We expect that, that input cost will come down in line with that.
Operator
Our next question comes from the line of Michael Weinstein from Crédit Suisse.
Michael Weinstein - United States Utilities Analyst
On a high level, are you guys comfortable with $1.15 per watt NPV as a target, especially as we see more battery deployments and grid service modernization?
Just wondering if that's where you're thinking about landing going forward?
Lynn Michelle Jurich - Co-Founder, CEO & Director
You're saying more generally or for the year?
Michael Weinstein - United States Utilities Analyst
More generally.
Lynn Michelle Jurich - Co-Founder, CEO & Director
Let me -- I'll answer both.
So for the year, we're pleased with ending in that area.
As Bob said there is -- in that number, there's a lot of fast growth in our direct business, which puts some pressure on it because we do recognize the expenses earlier.
Over time, we do believe there's the opportunity to improve that just even in our core business, so we certainly do see opportunities to do that.
It does also help, as I talked about in the commentary, that utility prices continue to really rise with these CapEx increases.
So there's a lot of tailwinds on our ability to charge higher prices, and there's cost reduction tailwinds as well.
So we're getting benefit in both directions.
In terms of the potential on the grid services revenue, we're really encouraged by the movement in the -- on grid services with utilities and with some of the meetings in California.
So that continues to be an opportunity.
We're very bullish about, but it's going to take a little while to build.
So we estimate that grid services can add 2,000 plus in NPV per customer, and we have a lot of proof points that really support that in our pipeline and an active discussion.
However, if you look at the percentage of our customers that are going to be with a grid services contract, that's going to build slowly over time.
So could it be 50% of our customers over -- in the foreseeable future?
Yes, but it's not going to be a meaningful percentage over the next couple of years.
Michael Weinstein - United States Utilities Analyst
Got you.
And also, could you comment a little bit on the labor tightness?
Is that in installation or sales and customer acquisition?
Where are you really seeing that showing up?
And also, what happens with that next year as the California rooftop mandate starts to really kick in and that market starts to expand?
Lynn Michelle Jurich - Co-Founder, CEO & Director
That's a good question on the rooftop expansion.

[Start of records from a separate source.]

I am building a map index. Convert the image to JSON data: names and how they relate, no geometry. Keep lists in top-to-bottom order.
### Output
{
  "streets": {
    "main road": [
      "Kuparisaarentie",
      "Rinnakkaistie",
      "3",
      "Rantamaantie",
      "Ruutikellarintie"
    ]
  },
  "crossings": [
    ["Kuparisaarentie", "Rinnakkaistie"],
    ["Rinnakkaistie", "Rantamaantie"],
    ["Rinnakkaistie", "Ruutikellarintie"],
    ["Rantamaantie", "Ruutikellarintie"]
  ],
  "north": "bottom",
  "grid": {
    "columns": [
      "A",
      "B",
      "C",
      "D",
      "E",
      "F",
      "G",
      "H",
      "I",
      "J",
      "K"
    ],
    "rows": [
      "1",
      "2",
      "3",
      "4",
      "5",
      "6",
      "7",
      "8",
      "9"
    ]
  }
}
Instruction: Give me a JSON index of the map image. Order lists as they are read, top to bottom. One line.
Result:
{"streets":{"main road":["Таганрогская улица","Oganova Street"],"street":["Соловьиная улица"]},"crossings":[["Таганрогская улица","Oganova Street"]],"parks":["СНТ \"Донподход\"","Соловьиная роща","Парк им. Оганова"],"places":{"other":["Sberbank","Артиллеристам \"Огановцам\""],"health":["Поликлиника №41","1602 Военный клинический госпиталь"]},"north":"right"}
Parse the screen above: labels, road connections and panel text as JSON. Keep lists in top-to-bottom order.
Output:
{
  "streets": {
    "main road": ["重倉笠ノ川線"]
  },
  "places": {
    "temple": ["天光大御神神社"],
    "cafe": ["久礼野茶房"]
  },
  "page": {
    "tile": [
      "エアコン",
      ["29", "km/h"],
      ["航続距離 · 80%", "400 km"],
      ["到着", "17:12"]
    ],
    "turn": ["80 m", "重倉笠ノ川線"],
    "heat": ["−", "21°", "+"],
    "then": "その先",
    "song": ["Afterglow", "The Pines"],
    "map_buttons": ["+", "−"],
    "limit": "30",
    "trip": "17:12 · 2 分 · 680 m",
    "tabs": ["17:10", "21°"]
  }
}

I think in terms of your first question on where you're seeing it.
It's across the board.
I think most acutely, we're seeing it on the downstream installation side and pretty acutely seeing it in markets, some key markets like California.
So it really is across the board in terms of salespeople, staffing people in our Home Depot stores.
And on the construction side, so I would say, across the board.
I like our chances in that because we -- I think we're developing a differentiated talent brand and a company that people want to work towards.
In terms of the new home construction, I mean, typically, that is outsourced.
And there is a lot of contractors that serve that market.
So I think that market is fairly boom and bust and -- home building, as you know, it's quite cyclical.
So I think they can ramp up and ramp down pretty easily on that.
So I don't think that influences it in a huge amount.
Michael Weinstein - United States Utilities Analyst
Great.
And I mean does this -- do higher labor costs make you think that the dealer model might be more attractive at this point?
Or is that not really part of the equation yet?
Lynn Michelle Jurich - Co-Founder, CEO & Director
No, there would be no difference.
I mean that would flow through to a dealer just as it would flow through to Sunrun.
I think if anything, again, developing a high-quality place to work and a talent brand and other sort of retention efforts are going to benefit some of the larger players like ourselves.
So I would -- I could see that as a competitive dynamic favoring us as compared to the dealers.
Operator
Our next question comes from the line of Julien Dumoulin-Smith, Bank of America.
Julien Patrick Dumoulin-Smith - Director and Head of the US Power, Utilities & Alternative Energy Equity Research
So a quick question.
Given the meaningful proactive de-energization is going on in California, specifically PG&E through the latest quarter and even today, can you discuss the customer demand inflection?
I suppose you've already alluded to a large backlog, if I quoted you right there, Lynn.
What are you seeing in terms of customer uptick?
It seems there's some -- some of the other public data points out there seem to be very meaningful of very late, but I'd be curious what you're actually seeing on the ground?
Lynn Michelle Jurich - Co-Founder, CEO & Director
Yes.
I think that those tailwinds will be huge, and -- but they're mostly on the come.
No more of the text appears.